Tesla Motors as an Example Modern Progressive Trickledown Economics

Tesla SWashington Post editorial writer Charles
Lane has a
nice takedown
today of Tesla, the high-flying federally
subsidized electric car company, as an example of “trickle-down”
economics as practiced by modern-day progressives

Tesla’s corporate fate is ultimately less interesting than the
fact that so many people, especially progressives, have become so
deeply invested in it — politically and psychologically, if not
financially.

Tesla epitomizes the mutation of modern American liberalism.
Once an ideology whose central concern was the plight of
lunch-bucket working stiffs and oppressed minorities, liberalism is
increasingly about environmentalism and related “quality of life”
issues…

This version of green capitalism might be justified if it
delivered the public goods it promises. Tesla’s trickle-down
business plan calls for sales of expensive early models to pave the
way for an everyman electric vehicle later this decade.

But even if widely adopted, Teslas would have little impact on
climate change as long as drivers have to charge their vehicles
from a coal- and natural gas-fired U.S. electric grid. In May,
JPMorgan Chase analysts calculated that the
Model S’s annual fossil fuel “footprint” is bigger than that of a
Honda Civic hybrid
.

Nor is there a case for electric cars based on their
contribution to U.S. energy security. Thanks to increased oil and
natural gas production, United States imported only 40 percent of
its oil in 2012, down from 60 percent in 2005,
according to the Energy Department.
That trend is projected
to
continue

Of course, jobs — “green jobs” — are supposed to square the
ideological circle for liberals, making taxpayer “investment” in
Tesla and other environmentally friendly firms a “win-win” for
plutocrats and proletarians.

Tesla employs 2,000
people
at good wages.
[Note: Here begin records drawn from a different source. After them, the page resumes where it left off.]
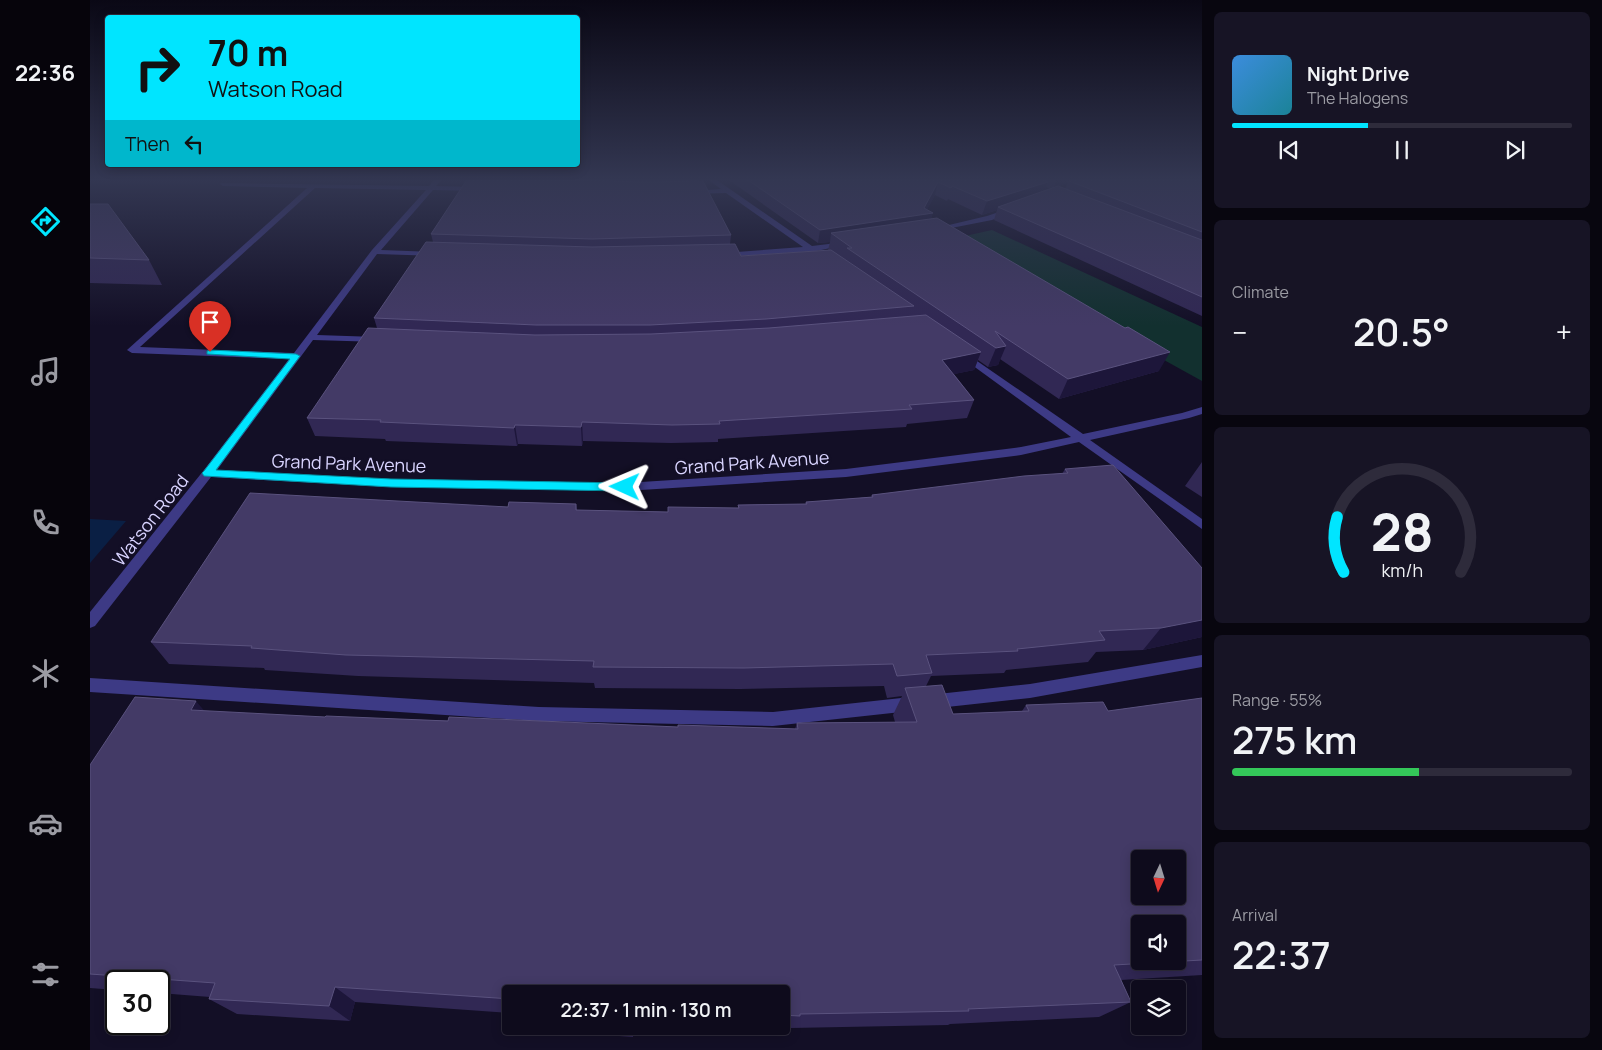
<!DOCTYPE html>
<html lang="en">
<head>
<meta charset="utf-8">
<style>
	:root { --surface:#0e0b1c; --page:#171425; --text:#f1f3f6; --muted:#9b9ba3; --line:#2e2b3b; --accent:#00e5ff }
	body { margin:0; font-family:Manrope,sans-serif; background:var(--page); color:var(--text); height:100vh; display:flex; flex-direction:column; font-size:19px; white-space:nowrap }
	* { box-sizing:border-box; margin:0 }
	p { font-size:16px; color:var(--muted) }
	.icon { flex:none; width:28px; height:28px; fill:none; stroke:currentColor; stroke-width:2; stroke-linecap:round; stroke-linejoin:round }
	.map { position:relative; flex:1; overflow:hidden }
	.details { display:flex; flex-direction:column; gap:12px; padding:12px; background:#08060f; width:400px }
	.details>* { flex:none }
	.banner { position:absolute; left:15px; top:15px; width:475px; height:152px; border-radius:5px; box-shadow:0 2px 12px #0003,0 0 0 1px var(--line); background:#00e5ff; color:#111; overflow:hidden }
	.needle { width:32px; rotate:184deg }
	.fabs { position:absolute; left:1041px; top:850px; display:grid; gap:10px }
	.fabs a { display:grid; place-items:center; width:55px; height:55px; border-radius:5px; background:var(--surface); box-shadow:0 2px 12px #0003,0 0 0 1px var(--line); font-size:25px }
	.speed { position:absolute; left:15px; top:970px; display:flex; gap:10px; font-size:25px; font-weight:700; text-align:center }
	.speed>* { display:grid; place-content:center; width:65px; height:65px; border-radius:50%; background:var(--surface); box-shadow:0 2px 12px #0003,0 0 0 1px var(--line); line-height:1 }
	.speed .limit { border:2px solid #111; border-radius:8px; background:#fff; color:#111 }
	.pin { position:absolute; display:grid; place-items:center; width:42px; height:42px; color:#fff; margin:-51px -21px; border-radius:50% 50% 50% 0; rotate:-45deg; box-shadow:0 0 5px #0007 }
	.pin .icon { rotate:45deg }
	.me { position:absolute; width:55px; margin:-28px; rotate:271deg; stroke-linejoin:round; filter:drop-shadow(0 0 4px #0008) }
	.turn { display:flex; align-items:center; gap:18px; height:105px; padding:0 20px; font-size:22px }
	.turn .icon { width:65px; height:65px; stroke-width:2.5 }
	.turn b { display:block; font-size:35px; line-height:42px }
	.then { display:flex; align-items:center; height:48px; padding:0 20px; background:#0003; gap:10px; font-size:19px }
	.big { font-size:38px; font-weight:600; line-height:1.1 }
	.details .card { flex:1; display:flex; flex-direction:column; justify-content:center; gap:8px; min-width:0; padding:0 18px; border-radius:8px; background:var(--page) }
	.details .dial { align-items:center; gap:0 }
	.dial svg { height:130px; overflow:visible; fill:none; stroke:var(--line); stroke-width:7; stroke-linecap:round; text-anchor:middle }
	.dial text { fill:var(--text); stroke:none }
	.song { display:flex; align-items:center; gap:15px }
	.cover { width:60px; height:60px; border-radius:8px; background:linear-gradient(135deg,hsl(210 70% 55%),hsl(190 70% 35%)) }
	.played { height:5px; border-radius:2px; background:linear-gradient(90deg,var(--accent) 40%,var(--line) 40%) }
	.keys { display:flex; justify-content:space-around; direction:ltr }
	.heat { display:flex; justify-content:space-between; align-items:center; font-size:28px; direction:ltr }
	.charge { height:8px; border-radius:4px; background:linear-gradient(90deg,#34c759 55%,var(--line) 0) }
	.trip { position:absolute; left:412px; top:985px; width:288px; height:50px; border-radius:5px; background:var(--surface); box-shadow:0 2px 12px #0003,0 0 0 1px var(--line); font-weight:600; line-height:50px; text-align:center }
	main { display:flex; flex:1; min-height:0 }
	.dock { display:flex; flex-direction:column; width:90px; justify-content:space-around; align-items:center; background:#06040b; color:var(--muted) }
	.dock .icon { width:35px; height:35px }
	.dock .active { color:var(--accent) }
	.dock b { font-size:22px; color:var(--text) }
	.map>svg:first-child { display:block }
	.green { fill:#12302f }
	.water { fill:#0a1f44 }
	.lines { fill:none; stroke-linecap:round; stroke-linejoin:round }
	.minor { fill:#3d3a85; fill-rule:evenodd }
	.wall { fill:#312854; fill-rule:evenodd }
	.shaded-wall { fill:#1d163a }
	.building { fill:#433a66; stroke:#5a527e; fill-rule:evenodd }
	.route { fill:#00e5ff; stroke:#0095a6 }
	.labels { text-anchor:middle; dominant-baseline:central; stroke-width:5; stroke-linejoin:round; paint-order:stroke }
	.street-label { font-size:18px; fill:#d9d4ff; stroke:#130f26 }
</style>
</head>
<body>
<main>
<nav class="dock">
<b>22:36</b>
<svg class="icon active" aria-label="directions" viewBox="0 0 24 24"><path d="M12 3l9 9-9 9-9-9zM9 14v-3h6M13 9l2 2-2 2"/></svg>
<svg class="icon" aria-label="music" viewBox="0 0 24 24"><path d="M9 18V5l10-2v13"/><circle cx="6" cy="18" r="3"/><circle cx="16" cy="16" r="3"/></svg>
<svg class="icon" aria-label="phone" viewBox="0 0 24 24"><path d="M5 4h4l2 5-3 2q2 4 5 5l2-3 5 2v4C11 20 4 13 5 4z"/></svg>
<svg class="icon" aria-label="climate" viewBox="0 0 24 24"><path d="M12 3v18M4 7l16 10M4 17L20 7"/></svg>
<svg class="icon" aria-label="car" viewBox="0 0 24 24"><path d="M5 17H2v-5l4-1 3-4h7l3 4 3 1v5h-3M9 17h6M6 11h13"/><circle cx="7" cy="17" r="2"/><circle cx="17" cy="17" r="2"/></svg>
<svg class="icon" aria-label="filters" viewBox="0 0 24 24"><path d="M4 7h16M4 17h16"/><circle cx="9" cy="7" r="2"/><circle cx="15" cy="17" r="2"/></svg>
</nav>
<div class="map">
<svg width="1112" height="1050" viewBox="0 0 1112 1050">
	<rect width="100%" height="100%" fill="#130f26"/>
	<path class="green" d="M 902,230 L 1112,327 L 1112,381 L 857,240 Z"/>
	<path class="water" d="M 0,519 L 36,521 L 0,563 Z"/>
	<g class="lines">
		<path class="minor" d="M 346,178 L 353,178 L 346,186 L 388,187 L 391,189 L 388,191 L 343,190 L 291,250 L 345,252 L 348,252 L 348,256 L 287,254 L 227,335 L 287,337 L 292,340 L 290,342 L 223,340 L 127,470 L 301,479 L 535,483 L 756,469 L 931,447 L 981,437 L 871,357 L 871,353 L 874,352 L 993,434 L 1092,413 L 1112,407 L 1112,414 L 1099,418 L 1000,440 L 1112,519 L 1112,529 L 989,442 L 931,455 L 756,477 L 535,491 L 301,487 L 121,477 L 5,626 L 0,628 L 0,612 L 114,470 L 199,359 L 42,353 L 37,350 L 217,188 L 133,186 L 130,184 L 131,183 L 339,186 ZM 225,188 L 336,190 L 282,250 L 204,353 L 50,347 Z
			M 616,178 L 624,178 L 722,246 L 755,242 L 759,244 L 722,252 L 630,257 L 630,253 L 633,253 L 713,247 L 636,193 L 601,194 L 600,193 L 603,191 L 631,189 Z
			M 921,208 L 924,210 L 923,211 L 902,220 L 846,231 L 842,229 L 897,216 Z
			M 1112,655 L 1112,667 L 940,698 L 683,726 L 449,721 L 0,692 L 0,678 L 449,707 L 683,712 L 940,684 Z"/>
	</g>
	<path class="wall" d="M 378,178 L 609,178 L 609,181 L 641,235 L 640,244 L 651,256 L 738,250 L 740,242 L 728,243 L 636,178 L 1112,178 L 1112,316 L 904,220 L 907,210 L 892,215 L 858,199 L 857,201 L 845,195 L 837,209 L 842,219 L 1069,371 L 969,399 L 910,359 L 908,365 L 898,367 L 888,360 L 884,370 L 864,374 L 884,400 L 877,418 L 817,424 L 816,427 L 628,439 L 628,442 L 581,443 L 493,441 L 492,446 L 428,444 L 427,446 L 296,441 L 295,439 L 225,436 L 217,418 L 287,328 L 284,318 L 343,242 L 341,234 ZM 978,182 L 975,189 L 969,186 ZM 956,187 L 960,189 L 955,191 Z
		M 0,204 L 59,260 L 72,285 L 0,283 Z
		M 1112,462 L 1112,497 L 1095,486 Z
		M 975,469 L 1112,568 L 1112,637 L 1053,650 L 1006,652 L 998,662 L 916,670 L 914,673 L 841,676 L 836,686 L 863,714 L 932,711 L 936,705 L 1018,711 L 1112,698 L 1112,975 L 1031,980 L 1041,1002 L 1009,1017 L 860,1024 L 858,1025 L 701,1028 L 700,1030 L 618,1026 L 691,1026 L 691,994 L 421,994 L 421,1015 L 421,1013 L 265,1002 L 260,1021 L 147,1014 L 119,999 L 120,997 L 69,993 L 69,981 L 26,981 L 26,990 L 0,988 L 0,765 L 115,711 L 235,717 L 587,727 L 705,729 L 707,723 L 805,722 L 803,715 L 812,696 L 797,698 L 794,686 L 650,689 L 505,688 L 504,683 L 268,676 L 175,670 L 174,668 L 79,664 L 61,642 L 418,507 L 486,504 L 487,510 L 578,512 L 648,508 L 648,505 L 715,504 L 716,502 L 781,497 L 782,495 L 972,474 Z
		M 428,1026 L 544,1026 L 543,1037 L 430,1029 Z"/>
	<path class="shaded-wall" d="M 967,178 L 984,178 L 963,190 Z
		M 848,182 L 845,195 L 834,215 L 843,213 L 839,227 L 741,233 L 740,242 L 728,243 L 730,230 L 834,208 Z
		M 958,182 L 953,195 L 908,207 L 907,210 L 892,215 L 897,201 Z
		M 916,346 L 908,365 L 898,367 L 906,348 Z
		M 891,352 L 884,370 L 846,378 L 852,360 Z
		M 1080,352 L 1069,371 L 969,399 L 978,379 Z
		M 492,422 L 493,441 L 492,446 L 491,427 Z
		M 425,425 L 428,444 L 427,446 L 424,428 Z
		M 1112,620 L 1112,637 L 1053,650 L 1071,628 Z
		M 106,701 L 128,727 L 101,710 Z
		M 245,987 L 265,1002 L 260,1021 L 239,1006 Z"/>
	<path class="building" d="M 378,178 L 557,182 L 613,181 L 641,235 L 502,239 L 341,234 Z
		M 516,178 L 586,178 L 557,179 Z
		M 655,178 L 950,178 L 958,182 L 897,201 L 862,186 L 861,188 L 848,182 L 834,208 L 843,213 L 730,230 Z
		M 983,178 L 1107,178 L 1112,180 L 1112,232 L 979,181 Z
		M 968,186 L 1112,240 L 1112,297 L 908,207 Z
		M 0,204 L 18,204 L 59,260 L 0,258 Z
		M 847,218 L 1035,328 L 1038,327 L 1080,352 L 978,379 L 905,331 L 916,346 L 906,348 L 757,248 L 762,248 L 741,233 Z
		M 336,242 L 502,247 L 645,244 L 651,256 L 741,250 L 824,306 L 676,319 L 560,325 L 446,325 L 284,318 Z
		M 836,315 L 891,352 L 852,360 L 884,400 L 819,405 L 822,409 L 629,421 L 630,424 L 582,425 L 492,422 L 491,427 L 425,425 L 424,428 L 290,422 L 291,420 L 217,418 L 278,328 L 445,335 L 561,334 L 679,328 Z
		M 1023,465 L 1112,568 L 1112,620 L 1071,628 L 1009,631 L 1015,640 L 927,649 L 928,651 L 836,655 L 842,673 L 807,676 L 803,664 L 654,668 L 503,667 L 504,661 L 256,655 L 161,648 L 162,646 L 61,642 L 160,493 L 418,507 L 419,502 L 486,504 L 486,510 L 578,512 L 578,507 L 649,508 L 648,505 L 717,504 L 716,502 L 783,497 L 782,495 L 934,476 L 978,473 L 975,469 Z
		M 852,685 L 863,714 L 939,711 L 936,705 L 1013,702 L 1018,711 L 1112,698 L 1112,960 L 1024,965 L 1041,1002 L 878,1009 L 879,1011 L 710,1014 L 710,1016 L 691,1015 L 691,994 L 421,994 L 421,999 L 245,987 L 239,1006 L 119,999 L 125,983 L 0,974 L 0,765 L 45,697 L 106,701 L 101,710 L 235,717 L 236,716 L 358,721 L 359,717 L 588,727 L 588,725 L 708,729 L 707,723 L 827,722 L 815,688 ZM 1050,859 L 1088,859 L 1088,896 L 1050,896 ZM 1050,924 L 1088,924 L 1088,961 L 1050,961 Z"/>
	<linearGradient id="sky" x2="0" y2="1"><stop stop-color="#0a0815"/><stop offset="0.55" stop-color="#333752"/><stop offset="1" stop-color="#333752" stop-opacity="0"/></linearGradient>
	<rect width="1112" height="326" fill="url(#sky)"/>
	<path class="route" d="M 120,350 L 206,354 L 210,356 L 126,470 L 301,479 L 535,483 L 540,487 L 535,491 L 301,487 L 114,476 L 112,473 L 114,471 L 200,359 L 117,354 L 117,351 Z"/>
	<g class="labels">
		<g class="street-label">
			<text transform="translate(662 462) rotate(-4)">Grand Park Avenue</text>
			<text transform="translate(259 463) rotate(2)">Grand Park Avenue</text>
			<text transform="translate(60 520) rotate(-52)">Watson Road</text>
		</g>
	</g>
</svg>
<div class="fabs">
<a><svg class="needle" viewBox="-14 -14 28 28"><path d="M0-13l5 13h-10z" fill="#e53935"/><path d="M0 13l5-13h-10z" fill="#9b9ba3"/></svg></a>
<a><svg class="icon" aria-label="sound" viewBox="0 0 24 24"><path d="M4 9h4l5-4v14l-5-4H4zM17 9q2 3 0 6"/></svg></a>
<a><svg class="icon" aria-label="layers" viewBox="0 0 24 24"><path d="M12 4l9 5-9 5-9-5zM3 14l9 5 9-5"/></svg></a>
</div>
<div class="speed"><div class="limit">30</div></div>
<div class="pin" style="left:120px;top:352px;background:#d93025"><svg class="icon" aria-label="arrive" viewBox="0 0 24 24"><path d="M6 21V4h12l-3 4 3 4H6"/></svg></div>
<svg class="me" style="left:535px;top:487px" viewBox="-20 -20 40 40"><path d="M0-17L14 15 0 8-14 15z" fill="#00e5ff" stroke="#fff" stroke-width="4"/></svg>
<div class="trip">22:37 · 1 min · 130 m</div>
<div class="banner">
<div class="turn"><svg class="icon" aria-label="right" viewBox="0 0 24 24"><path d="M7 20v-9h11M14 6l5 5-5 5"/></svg><div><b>70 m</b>Watson Road</div></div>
<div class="then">Then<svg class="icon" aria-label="left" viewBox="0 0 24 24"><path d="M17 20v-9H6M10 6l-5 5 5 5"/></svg></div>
</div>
</div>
<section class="details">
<div class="card">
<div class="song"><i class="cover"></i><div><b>Night Drive</b><p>The Halogens</p></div></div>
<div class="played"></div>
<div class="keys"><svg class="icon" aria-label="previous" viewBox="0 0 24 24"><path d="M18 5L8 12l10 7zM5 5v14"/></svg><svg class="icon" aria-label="pause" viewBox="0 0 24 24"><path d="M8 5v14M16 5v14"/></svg><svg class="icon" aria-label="next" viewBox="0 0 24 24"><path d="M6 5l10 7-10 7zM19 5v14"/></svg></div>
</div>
<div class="card"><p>Climate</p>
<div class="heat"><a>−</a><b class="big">20.5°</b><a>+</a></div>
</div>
<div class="card dial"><svg viewBox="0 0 100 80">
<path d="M14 69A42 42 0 1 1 86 69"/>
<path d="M14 69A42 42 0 0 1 10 35" stroke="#00e5ff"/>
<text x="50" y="56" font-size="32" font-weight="700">28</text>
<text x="50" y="72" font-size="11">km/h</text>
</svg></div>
<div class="card"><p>Range · 55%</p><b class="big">275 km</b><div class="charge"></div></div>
<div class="card"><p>Arrival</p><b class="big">22:37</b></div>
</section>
</main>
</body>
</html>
But others would have used the same
resources to employ people, perhaps more than 2,000, if the
government had not funneled them into Tesla — both directly through
loans, emissions credits and tax breaks and indirectly by
encouraging private investors to buy stock in a government-favored
company.

Tesla’s market capitalization, more than $17 billion, represents not
only a possible government-aided stock bubble but also a huge
societal opportunity cost.

Tesla’s Model S is, no doubt, a cool car. Whether it serves any
public purpose commensurate with the public resources it has
absorbed is another question.

For now, all we know is that [Tesla founder] Elon Musk, backed
by Wall Street and Washington, has built a very efficient machine
for the upward distribution of wealth and income.

Can you spell C-R-O-N-Y C-A-P-I-T-A-L-I-S-M?